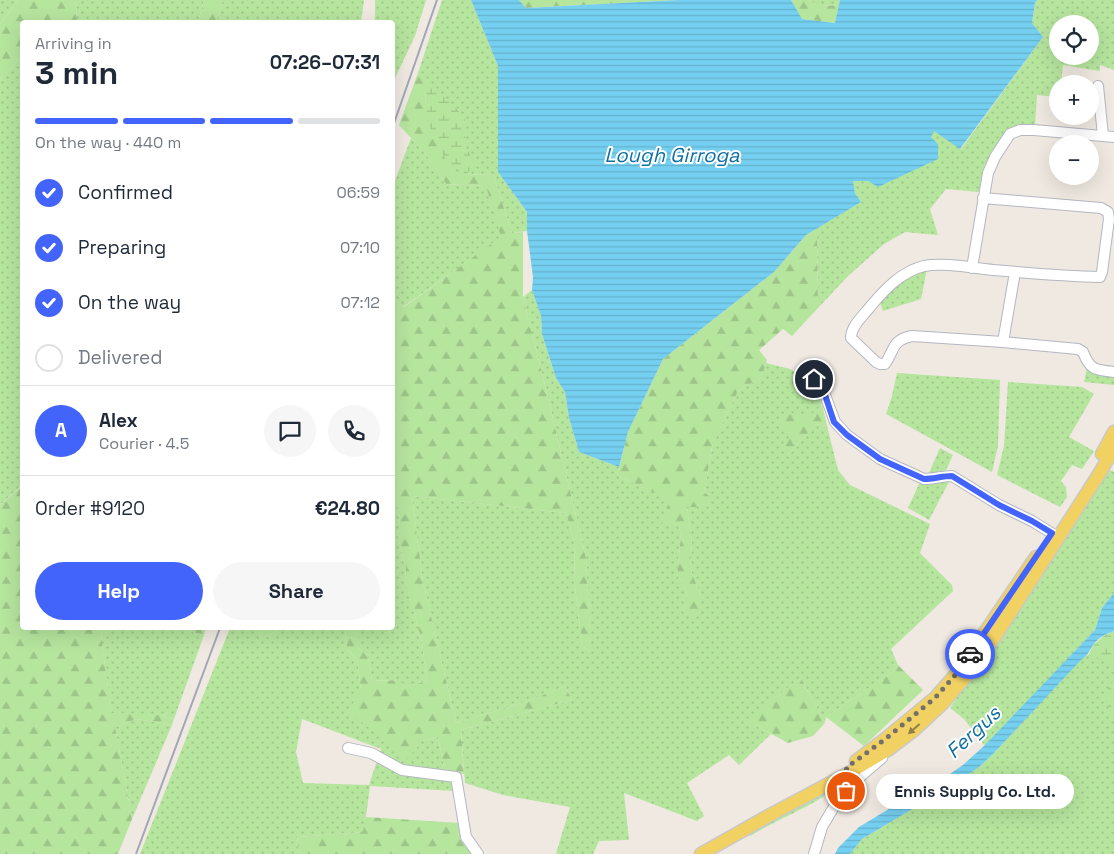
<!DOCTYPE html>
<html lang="en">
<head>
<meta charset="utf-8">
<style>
  :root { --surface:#fff; --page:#f6f6f7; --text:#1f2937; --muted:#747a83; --line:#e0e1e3; --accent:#4264fb }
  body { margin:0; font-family:"Space Grotesk",sans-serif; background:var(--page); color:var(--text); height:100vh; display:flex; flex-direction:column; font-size:19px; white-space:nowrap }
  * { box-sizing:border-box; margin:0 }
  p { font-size:16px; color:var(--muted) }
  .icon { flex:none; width:28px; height:28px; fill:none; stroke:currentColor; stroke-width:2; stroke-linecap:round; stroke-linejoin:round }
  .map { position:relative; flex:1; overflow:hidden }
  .drawer { position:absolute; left:20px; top:20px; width:375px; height:610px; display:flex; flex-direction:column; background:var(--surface); border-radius:5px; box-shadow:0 5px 20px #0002 }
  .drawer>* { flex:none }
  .buttons { position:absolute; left:1049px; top:15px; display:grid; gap:10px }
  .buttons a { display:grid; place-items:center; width:50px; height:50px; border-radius:50%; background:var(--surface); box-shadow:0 5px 20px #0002; font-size:25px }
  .pin { position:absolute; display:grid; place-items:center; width:42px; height:42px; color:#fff; margin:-21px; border:2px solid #fff; border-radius:50%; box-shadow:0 1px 5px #0007 }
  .courier { position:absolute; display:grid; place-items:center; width:50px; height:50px; margin:-25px; border:4px solid #4264fb; border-radius:50%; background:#fff; color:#222; box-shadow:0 1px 6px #0007 }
  .bubble { position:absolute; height:35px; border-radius:18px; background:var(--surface); box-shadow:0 5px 20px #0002; font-size:16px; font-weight:700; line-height:35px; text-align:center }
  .headline em { font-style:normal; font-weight:700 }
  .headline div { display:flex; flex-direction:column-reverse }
  .headline { display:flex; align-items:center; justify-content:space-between; height:85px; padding:0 15px }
  h1 { font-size:32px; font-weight:700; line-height:38px }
  .bar { display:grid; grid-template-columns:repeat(4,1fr); gap:8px 5px; align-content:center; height:60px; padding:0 15px }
  .bar i { height:6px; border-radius:4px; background:var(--line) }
  .bar .current { background:var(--accent) }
  .bar p { grid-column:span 4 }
  .line { display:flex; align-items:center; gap:12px; padding:0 15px; border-top:1px solid var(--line) }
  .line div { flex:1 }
  .round { display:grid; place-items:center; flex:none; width:52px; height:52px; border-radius:26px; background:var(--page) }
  ol { padding:0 15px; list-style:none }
  li { display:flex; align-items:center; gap:15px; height:55px }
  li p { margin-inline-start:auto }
  li .icon { padding:5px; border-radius:50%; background:var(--accent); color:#fff; stroke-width:4 }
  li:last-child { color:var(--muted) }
  li i { width:28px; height:28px; border:2px solid var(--line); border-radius:50% }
  .cta { display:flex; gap:10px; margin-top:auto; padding:10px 15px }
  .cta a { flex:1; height:58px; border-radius:30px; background:var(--accent); color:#fff; font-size:20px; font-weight:700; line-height:58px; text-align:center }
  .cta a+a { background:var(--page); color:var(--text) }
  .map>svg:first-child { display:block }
</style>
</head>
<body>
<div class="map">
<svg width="1114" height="854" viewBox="0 0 1114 854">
  <defs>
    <pattern id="grass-dots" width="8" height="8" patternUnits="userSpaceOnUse" patternTransform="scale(1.25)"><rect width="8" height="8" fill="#b6e59e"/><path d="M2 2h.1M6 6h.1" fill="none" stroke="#9dc588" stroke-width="1.8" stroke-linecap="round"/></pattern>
    <pattern id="forest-firs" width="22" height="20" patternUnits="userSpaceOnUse" patternTransform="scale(1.25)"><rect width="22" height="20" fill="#b6e59e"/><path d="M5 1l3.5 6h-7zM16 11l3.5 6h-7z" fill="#9dc588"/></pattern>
    <pattern id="wetland-marsh" width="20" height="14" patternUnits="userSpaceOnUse" patternTransform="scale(1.25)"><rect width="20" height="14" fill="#b6e59e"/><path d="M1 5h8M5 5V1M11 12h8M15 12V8" fill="none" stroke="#9dc588"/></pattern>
    <pattern id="water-rules" width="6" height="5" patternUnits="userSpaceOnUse" patternTransform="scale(1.25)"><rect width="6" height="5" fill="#75cff0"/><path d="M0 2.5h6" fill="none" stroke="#66b2ce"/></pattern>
  </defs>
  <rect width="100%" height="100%" fill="#efe9e1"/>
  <path fill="url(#grass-dots)" fill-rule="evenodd" d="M0,0H18L0,24Z
    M76,0H204L198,22H77Z
    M223,0H364L361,22H216Z
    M375,0H426L415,36L396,76L393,85L392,22H375Z
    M442,0H471L498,66V172L527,212V231L512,233L493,174L465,175L447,162L419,70Z
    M810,0H840L839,6L815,5Z
    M1037,0H1114V70L1100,65V71L1063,65L1061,84H1058L1057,97L1037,95L1035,126L1002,138L984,166L979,192L946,189L930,209L938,235L905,232L884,244L847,277L818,308L817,228L861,202L855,193L853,181H868L931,137L934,130L961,149L1043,37L1032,23L1035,3ZM1058,24H1090V56H1058Z
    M22,56V485L0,505V79Z
    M411,138L425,153L446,184L486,186L502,237L403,307L393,299L392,189Z
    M927,269L921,299L883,311L880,302L907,276Z
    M532,290L541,316L542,334L556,378L565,392L569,418L579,452L619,467L617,475L671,500L681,535L677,575L686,589L687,599L701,615V596L690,568L692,544L687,507L704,492L713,442L738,391L762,377L766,363L790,369L806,379L817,391L823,408L806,417L792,413L781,425L795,436L788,455L816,424L827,426L838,470L850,485L930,524L920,553L952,585L953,591L891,649L898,665L892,672L826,717L825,723L801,678L747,720L771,734L739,765L729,755L687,783L704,816L697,821L624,793L629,840L599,841L593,854H556L570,807L503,795L465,783L461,730L572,700L565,686L531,700L456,723L423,582L412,496L566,513L574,541L575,586L582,646L591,652L586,558L543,377L523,297Z
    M1087,367L1114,375V385L1084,382Z
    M897,373L1000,380L998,446L992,472L886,414L892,396Z
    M1008,382L1082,387L1094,394L1069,437L1094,451L1082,469L1072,465L1061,481L1066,487L1067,497L1060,507L997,475L1004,446Z
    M940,448L953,455L946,470L928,475Z
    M1108,469L1114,472V593L1102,608L1095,630L985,746L964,719L950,708L1031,588Z
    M950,480L929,520L908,508L920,482C931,485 939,481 950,480Z
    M393,491H394L400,517L398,537L406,568L405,579L422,642L427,681L404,687L400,680L372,681L368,657L358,647V628H392V544L394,532H392Z
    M121,628H177L204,635L174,719L155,714H111L101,634Z
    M230,628H262L259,635L269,637L279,628H345L347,649L357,659L361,690L422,741L438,737L445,772L453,780L455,791L370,786L364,832L297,837L299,854H140ZM302,719L381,749L369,785L303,783L296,752Z
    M1114,631V854H850L862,839L956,783L979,767L993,754L1081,659L1089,654L1094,644Z
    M137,719L172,725L132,819L115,727Z
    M845,781C817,805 781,817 750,836L748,832Z"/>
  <path fill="url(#forest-firs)" d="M18,0H76L77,22H22V56L0,79V24Z
    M204,0H223L216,22H198Z
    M519,0H678L526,8Z
    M791,0H810L815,5L839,6L836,23L801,19Z
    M419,70L425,76L426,108L465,175L493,174L512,233L523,232V297L543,377L586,558L591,647V652L582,646L575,586L574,541L566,513L412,496L423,582L456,723L531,700L565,686L572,700L461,730L464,774L445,772L438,737L422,741L408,759L348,711L361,690L357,659L347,649L345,628H358V647L368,657L372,681L401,680L404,687L427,681L422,642L405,579L406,568L398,537L400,517L394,492L393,491V299L404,307L501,237L486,186L446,184L425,153L399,125Z
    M817,228L818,308L792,336L783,329L759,350L767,360L762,377L738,391L713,442L704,492L710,497L709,507H687L692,544L690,568L701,596V615L690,617L680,608L687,599L686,589L677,575L681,535L678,526L662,523L670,500L617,475L628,432L663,359L774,272L806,235Z
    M823,408L827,426L816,424L788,455L783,451L785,443L788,438L793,439L794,436L781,425V417L792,413L806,416Z
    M22,486V628H121L101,634L111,713L155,714L174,719L172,725L137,719L115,727L132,819L118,854H0V505Z
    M177,628H206L204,635Z
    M262,628H279L269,637L259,635Z
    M898,665L923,690L864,746L826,717L892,672Z
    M801,678L825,723L813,736L788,743L746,720Z
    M366,817L460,823V839L471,854H299L297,837L363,832Z"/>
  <path fill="url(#wetland-marsh)" d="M425,76L465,118V144L475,166L465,175L447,162L432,135L426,108Z
    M1114,631V665L1089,654C1095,642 1101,636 1114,631Z
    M1114,680V719H1113L1104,695Z"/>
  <path fill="url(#water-rules)" d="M471,0H519L526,8L678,0H791L802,19L835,23L840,0H1037L1035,3L1032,23L1043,37L960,149L934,131L931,137L938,144V159L878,187L868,181H853L855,193L861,202L806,235L774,272L663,359L628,432L619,467L579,452L569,418L565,392L556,378L542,334L541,316L532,290L533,277L527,231V212L498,172V66Z
    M1114,593V631C1106,634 1099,637 1094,644C1088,652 1090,653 1081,660L993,754L979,767L956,783L862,839L850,854H835L838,848L859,827L912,795L944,778L963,765L985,745L1095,630L1102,608Z"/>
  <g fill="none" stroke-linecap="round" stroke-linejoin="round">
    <g stroke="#b4b7c1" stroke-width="12">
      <path id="minor" d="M1098,86L1103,136
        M983,198L1101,208L1108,212L1109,219L1102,272L1100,277C1064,276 1028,273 993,270C973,268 944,262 924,266C902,271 884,290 870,307C863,316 851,326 851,338L876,362L880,364H885C895,349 892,340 912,336L1003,342
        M972,268L988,173L995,157L1010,134L1020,130H1034L1114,137
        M1015,272L1003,342L1078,349L1083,352C1090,370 1095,370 1114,372
        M814,379L824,392L835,422L847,435L880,459L924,479C934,479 942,476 952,476L999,505L1032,521L1058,537
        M348,748L371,753L402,770L456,777L466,837L478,854
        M814,854L822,827L838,800L854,782L882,758"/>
    </g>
    <g stroke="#c9c9c9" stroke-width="15">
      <path id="major" d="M1102,454L1114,432
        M856,761L884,740L935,698L958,672L1036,557
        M701,854L770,815L849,773L889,749L914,730L943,703L966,676L996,635L1101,471L1114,447"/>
    </g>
    <use href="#minor" stroke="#fff" stroke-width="10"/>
    <use href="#major" stroke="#f2d163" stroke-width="12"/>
    <path stroke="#a3a6b8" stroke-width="2" d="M392,129L437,0
      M136,854L220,628"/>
  </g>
  <defs><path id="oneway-solid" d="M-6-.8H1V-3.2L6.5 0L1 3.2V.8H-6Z" transform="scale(1.25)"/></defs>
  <use fill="#908048" href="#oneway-solid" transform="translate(914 729) rotate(139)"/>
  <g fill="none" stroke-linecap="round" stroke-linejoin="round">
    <path stroke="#726f6d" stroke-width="5" stroke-dasharray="0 9" d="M846,791L854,782L846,768L884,740L935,698L958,672L970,654"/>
    <path stroke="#4264fb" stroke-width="6" d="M814,379L824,392L834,422L847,435L880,459L924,479C934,479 942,476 952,476L999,505L1032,521L1052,533L970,654"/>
  </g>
  <g text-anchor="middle" stroke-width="4" stroke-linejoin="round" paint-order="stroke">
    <g font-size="20" font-style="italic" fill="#0d6fa3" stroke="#fff">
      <text x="672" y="162">Lough Girroga</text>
      <text transform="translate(973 732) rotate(-43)" y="7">Fergus</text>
    </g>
  </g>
</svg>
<div class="buttons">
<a><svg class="icon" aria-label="locate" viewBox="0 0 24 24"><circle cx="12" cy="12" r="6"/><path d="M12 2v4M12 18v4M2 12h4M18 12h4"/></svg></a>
<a>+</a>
<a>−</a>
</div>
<div class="pin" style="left:846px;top:791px;background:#ea580c"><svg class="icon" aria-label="bag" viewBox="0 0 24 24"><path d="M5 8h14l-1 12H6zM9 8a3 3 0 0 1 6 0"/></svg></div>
<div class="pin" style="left:814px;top:379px;background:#1f2937"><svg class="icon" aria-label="home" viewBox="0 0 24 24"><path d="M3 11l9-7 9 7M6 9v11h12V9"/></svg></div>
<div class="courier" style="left:970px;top:654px"><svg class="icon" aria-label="car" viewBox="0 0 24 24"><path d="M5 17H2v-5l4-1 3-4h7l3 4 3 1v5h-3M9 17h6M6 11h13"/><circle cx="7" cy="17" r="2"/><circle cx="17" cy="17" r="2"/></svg></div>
<div class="bubble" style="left:876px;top:774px;width:198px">Ennis Supply Co. Ltd.</div>
<section class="drawer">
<div class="headline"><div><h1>3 min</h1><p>Arriving in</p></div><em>07:26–07:31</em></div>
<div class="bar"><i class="current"></i><i class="current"></i><i class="current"></i><i></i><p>On the way · 440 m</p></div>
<ol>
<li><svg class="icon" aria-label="check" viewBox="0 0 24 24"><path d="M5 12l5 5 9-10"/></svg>Confirmed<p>06:59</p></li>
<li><svg class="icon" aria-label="check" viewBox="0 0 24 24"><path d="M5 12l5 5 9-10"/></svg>Preparing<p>07:10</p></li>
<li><svg class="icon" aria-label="check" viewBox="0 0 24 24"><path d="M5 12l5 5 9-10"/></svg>On the way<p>07:12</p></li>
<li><i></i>Delivered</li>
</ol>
<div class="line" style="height:90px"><b class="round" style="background:var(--accent);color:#fff">A</b><div><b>Alex</b><p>Courier · 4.5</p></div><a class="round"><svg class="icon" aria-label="chat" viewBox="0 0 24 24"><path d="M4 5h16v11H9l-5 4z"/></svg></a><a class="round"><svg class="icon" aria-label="phone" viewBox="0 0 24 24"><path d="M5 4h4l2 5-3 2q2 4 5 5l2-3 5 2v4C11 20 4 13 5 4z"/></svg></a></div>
<div class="line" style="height:65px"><div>Order #9120</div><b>€24.80</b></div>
<div class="cta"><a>Help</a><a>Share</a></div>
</section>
</div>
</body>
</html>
□ □ □
> Your objective
Look through the entries above and copy each line that has "buttons" in it.

> Task output
  .buttons { position:absolute; left:1049px; top:15px; display:grid; gap:10px }
  .buttons a { display:grid; place-items:center; width:50px; height:50px; border-radius:50%; background:var(--surface); box-shadow:0 5px 20px #0002; font-size:25px }
<div class="buttons">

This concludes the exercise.